300,000,000 by Blake Butler
Blake Butler knows how to take narrative conventions and warp them like clay. I could have picked from a few of his other books, but it’s 300,000,000 that acts as a prime example of Butler taking the unreliable narrator trope and using it to a grandiose effect. Here we are treated to two shifting protagonists, E. N. Flood, a police detective tasked with making sense of a serial killer’s pathos and mind, and the serial killer himself, Gretch Gravey. Butler was initially inspired by Roberto Bolano’s 2666, not necessarily the book itself but rather the book Butler had thought it was, prior to reading it; the result was 300,000,000, a narrative that is as much a third unreliable narrator as it is a canvas of insanity.

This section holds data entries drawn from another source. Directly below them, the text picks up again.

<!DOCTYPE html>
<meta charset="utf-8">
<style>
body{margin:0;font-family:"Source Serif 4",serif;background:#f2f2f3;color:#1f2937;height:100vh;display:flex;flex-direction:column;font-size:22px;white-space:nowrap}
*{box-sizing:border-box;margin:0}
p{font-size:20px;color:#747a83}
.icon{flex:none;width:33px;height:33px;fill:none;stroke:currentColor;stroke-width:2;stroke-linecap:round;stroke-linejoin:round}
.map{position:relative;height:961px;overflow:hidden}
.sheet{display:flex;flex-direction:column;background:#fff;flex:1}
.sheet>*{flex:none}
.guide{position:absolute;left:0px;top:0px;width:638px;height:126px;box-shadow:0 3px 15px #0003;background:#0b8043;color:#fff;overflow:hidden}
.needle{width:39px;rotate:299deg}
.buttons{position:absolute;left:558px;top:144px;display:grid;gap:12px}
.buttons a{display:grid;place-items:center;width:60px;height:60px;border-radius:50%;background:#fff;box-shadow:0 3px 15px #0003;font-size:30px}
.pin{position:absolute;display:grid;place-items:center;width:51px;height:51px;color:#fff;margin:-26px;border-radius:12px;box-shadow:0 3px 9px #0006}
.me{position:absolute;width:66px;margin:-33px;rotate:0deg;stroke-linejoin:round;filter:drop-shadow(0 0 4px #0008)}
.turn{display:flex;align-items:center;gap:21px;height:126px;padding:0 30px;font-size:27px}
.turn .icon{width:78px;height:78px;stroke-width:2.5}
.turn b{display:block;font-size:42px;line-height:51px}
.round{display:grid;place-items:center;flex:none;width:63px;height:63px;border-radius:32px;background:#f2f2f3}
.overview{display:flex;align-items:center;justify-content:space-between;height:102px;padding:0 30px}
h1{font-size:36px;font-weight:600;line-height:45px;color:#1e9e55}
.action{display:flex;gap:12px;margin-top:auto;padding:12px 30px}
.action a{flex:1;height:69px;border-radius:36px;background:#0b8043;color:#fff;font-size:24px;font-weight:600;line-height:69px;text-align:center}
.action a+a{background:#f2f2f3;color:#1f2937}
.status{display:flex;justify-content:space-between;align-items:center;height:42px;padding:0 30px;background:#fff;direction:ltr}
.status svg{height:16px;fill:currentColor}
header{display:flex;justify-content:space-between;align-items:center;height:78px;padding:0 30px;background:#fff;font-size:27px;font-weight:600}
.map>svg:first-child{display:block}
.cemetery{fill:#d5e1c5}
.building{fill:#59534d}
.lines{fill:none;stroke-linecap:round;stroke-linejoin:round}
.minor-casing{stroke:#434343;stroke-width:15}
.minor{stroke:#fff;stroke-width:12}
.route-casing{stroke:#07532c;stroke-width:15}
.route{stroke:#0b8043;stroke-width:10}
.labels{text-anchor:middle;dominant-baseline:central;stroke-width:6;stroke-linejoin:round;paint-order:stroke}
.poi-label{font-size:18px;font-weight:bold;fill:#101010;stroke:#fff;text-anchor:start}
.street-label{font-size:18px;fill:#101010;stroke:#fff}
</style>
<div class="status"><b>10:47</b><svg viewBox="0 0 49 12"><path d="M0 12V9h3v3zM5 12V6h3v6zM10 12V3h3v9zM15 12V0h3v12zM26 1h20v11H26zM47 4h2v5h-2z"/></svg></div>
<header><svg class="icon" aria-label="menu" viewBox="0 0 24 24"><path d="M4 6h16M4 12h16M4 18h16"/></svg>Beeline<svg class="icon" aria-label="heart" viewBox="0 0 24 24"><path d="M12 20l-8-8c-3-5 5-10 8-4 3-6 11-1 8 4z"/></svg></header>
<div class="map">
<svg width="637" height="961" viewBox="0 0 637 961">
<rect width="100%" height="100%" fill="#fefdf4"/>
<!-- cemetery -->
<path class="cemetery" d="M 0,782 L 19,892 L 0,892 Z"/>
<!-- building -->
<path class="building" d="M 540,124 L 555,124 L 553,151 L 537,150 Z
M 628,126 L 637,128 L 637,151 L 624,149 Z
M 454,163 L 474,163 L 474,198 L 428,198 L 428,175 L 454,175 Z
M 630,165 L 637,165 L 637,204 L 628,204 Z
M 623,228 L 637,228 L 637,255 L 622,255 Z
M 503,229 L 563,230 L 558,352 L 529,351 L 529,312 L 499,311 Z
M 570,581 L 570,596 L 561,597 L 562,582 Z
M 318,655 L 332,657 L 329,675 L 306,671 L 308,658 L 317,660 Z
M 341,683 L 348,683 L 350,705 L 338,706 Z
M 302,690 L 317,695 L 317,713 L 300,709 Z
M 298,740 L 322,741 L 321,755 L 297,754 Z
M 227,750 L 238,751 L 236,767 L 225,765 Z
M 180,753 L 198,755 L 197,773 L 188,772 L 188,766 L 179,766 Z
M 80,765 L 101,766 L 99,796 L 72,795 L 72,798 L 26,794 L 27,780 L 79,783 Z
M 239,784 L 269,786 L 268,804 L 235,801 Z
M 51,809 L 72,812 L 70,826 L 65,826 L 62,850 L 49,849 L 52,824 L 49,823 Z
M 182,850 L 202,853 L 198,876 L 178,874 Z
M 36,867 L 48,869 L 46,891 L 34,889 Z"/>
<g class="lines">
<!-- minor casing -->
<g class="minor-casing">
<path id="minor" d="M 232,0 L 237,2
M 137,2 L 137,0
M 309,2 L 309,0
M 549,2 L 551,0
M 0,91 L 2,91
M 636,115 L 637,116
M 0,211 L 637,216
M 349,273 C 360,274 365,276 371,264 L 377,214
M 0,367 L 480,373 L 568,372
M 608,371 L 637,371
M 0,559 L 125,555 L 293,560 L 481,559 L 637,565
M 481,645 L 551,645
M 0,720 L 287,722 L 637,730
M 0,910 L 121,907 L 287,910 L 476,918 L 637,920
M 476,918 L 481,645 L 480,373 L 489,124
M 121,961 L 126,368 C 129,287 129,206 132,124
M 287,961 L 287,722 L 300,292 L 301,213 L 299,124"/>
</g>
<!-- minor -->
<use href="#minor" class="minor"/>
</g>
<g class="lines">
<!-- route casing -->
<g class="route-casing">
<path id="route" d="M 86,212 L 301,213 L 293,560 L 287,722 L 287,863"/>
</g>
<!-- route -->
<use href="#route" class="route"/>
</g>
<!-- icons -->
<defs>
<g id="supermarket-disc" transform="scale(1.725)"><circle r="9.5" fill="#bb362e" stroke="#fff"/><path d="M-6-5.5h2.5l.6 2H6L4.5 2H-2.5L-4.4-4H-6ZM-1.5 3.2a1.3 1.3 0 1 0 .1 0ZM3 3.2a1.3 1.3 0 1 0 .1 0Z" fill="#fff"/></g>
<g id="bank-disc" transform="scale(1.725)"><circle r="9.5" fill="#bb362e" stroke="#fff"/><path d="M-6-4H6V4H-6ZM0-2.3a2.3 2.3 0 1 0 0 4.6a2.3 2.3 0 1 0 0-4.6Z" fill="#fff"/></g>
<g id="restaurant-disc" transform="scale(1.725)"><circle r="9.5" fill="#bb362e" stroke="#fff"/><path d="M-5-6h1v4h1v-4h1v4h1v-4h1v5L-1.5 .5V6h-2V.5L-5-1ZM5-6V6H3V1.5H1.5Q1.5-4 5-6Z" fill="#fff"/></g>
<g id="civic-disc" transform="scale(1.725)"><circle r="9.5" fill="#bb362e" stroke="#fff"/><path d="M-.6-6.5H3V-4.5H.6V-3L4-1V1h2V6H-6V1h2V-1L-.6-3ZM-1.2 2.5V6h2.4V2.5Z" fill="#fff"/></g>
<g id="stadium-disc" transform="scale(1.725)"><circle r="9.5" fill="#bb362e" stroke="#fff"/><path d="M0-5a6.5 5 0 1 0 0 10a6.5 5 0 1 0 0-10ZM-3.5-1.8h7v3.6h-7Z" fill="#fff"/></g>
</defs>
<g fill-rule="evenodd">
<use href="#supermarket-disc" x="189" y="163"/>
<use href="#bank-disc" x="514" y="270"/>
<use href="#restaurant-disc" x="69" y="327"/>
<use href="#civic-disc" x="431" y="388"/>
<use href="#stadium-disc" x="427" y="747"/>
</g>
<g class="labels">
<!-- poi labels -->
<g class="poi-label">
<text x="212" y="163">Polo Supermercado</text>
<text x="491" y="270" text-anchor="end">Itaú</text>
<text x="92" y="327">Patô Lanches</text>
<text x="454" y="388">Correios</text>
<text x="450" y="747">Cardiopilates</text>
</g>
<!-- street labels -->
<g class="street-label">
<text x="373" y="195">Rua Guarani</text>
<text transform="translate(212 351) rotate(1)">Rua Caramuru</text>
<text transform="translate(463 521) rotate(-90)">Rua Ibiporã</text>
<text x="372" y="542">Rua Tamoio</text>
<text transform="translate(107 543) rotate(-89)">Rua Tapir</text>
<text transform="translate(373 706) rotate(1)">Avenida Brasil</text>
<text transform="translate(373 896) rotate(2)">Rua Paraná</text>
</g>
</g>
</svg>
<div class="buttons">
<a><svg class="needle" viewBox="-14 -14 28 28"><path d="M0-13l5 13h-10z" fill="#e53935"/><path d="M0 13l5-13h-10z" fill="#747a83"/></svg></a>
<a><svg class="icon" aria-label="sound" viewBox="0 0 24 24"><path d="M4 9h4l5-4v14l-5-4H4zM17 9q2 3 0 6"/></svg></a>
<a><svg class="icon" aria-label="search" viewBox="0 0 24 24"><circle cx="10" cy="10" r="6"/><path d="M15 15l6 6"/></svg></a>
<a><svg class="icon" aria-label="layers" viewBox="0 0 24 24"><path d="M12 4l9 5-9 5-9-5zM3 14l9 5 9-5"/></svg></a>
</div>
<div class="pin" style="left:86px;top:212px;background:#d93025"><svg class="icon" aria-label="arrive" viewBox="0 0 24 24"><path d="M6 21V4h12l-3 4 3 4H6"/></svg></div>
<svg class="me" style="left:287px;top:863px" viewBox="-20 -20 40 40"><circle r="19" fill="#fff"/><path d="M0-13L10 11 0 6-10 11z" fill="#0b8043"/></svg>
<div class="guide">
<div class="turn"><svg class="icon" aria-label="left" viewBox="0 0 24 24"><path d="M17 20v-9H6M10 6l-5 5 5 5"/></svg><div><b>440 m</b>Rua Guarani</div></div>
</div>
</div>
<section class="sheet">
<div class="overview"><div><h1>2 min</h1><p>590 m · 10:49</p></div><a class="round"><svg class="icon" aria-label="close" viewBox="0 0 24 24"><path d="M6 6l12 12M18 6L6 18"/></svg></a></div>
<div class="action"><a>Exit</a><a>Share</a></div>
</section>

Tears of the Truffle-Pig by Fernando A. Flores
You could say Fernando A. Flores’s Tears of the Truffle-Pig is a fever dream but doing so would be a disservice. The novel charts narrative territory that might intimidate other writers, where drugs are everyday, legal, and filtered animals are the new tradable commodity. Flores manages to move narrative mountains while equipped with the peyote imbibing Esteban Bellacosa, who is strung along by a crazy journalist into a dizzying narrative that is as complex as its narrator is strung out. The novel demonstrates how the hallucinatory doesn’t necessarily have to be incomprehensible, and when the narrator is drugged-out, you better believe the narrative’s about to take a new turn.
You Should Have Left by Daniel Kehlmann
At first, Kehlmann’s spare novella of a book comes off as a diary of a madman. You could say that it is, but as it grows on you, with each page turned, you begin to see what’s happening. Everything that happens is in the white space, the margins, the unstated moments of the book. At its core, You Should Have Left is about a writer trying to complete a screenplay while on vacation with his family in the mountains, in a house that starts to resembles his failures. The book constantly uses spare language to indicate hesitation and silence, and the narrative in this case works directly with the unreliable narrator’s choice to tell or lie. It’s only when the narrative switches places with the narrator that the reader experiences the full spectrum of Kehlmann’s deft play.
Sayonara, Gangsters by Genichiro Takahashi
The lone English translation, Sayonara, Gangsters is Genichiro Takahashi demonstrating his outwardly playful nature—with plot, with character, with narrative. The novel takes place in a near-future that resembles perhaps too much of our present, where our main character and narrator, a poetry teacher, encounters the gangsters, a terrorist group that changes the very way our main character associates with language, much less himself. The book is semi-autobiographical, a response to his time in prison which left him incapable of reading or writing for a long time. The book responds to this deficiency, with an intense amount of space, brevity, and a narrator that begins to question language itself.